Les pays ne peuvent pas se financer de manière endogène et tentent de s’endetter dans la limite des remboursements des emprunts et des intérêts de leurs dettes, en escomptant sur une forte croissance économique. Mais la politique éducative n’est jamais isolée car elle s’accompagne de réformes globales qui visent à rénover toutes les structures de l’État : les dénationalisations, les privatisations des autres secteurs, la modernisation des institutions158.

La privatisation est aussi une réforme parmi tant d’autres dans le processus de développement de l’ensemble du système éducatif. On a observé que ce processus peut communément comprendre les phases suivantes : décentralisation et modernisation de l’administration / ouverture et modernisation des établissements / mise en place de régulation et réforme des programmes académiques / formation des enseignants et modernisation des méthodes159.

La réussite de la politique de privatisation est cependant symbolique pour la dépendance des pays.

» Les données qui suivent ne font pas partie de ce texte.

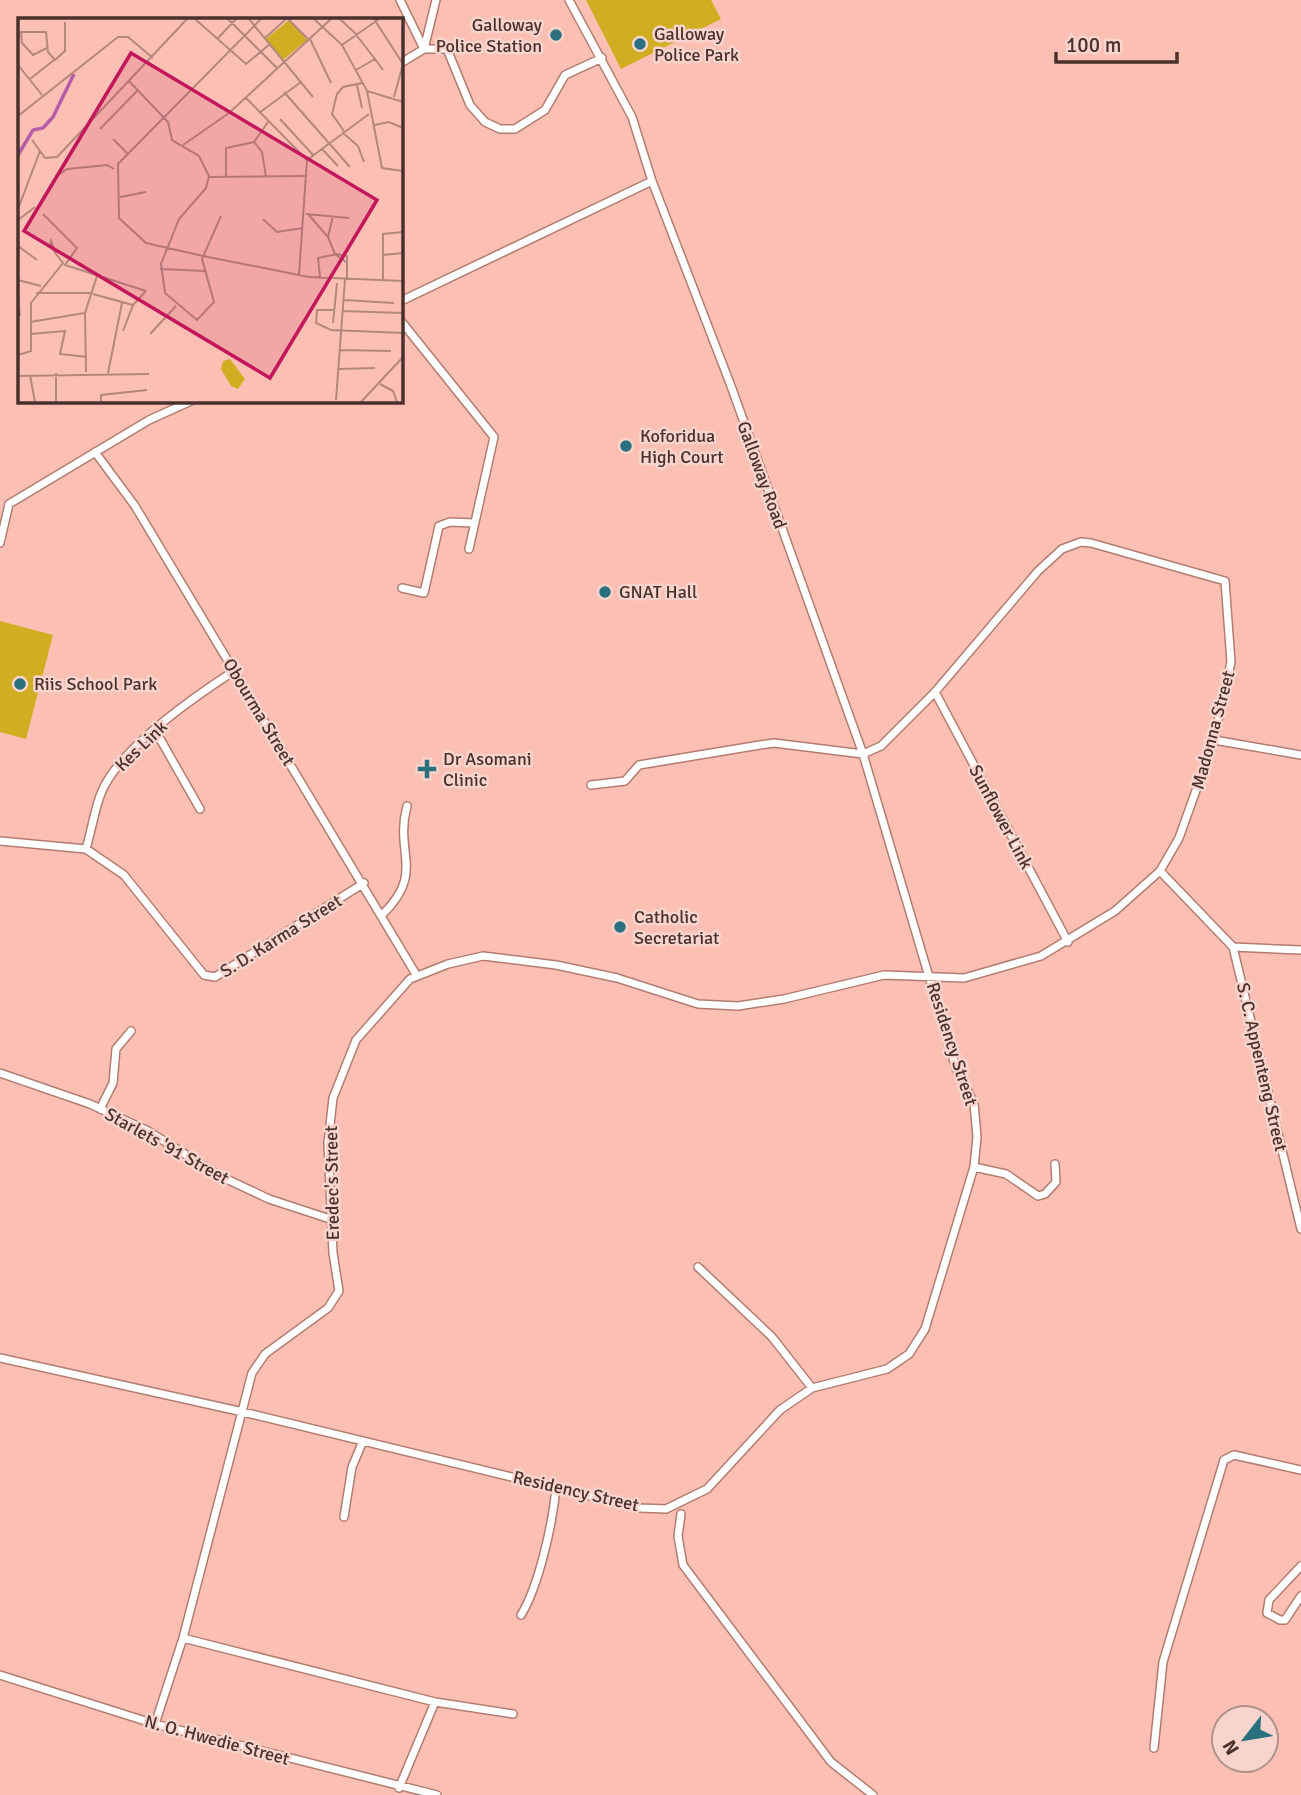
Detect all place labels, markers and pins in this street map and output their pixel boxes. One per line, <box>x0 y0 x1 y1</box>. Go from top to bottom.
place label: Galloway Police Station <box>436 14 543 57</box>
place label: Galloway Police Park <box>654 23 739 66</box>
marker: Galloway Police Station <box>548 27 564 43</box>
marker: Galloway Police Park <box>632 36 648 52</box>
place label: Koforidua High Court <box>640 425 724 468</box>
marker: Koforidua High Court <box>618 438 634 454</box>
place label: GNAT Hall <box>619 581 697 603</box>
marker: GNAT Hall <box>597 584 613 600</box>
place label: Riis School Park <box>34 673 157 695</box>
marker: Riis School Park <box>12 676 28 692</box>
place label: Dr Asomani Clinic <box>443 748 532 791</box>
marker: Dr Asomani Clinic <box>417 759 437 779</box>
place label: Catholic Secretariat <box>634 906 719 949</box>
marker: Catholic Secretariat <box>612 919 628 935</box>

C’est ce que démontrait l’exemple chinois sur les systèmes de financement diversifiés liés aux réformes structurelles160. La décentralisation a ainsi abouti à la gestion conjointe d’universités nationales et régionales, la décentralisation de la gouvernance des universités du pouvoir national au niveau régional, la collaboration locale entre les entreprises et les universités pour tendre vers un financement mixte public/privé.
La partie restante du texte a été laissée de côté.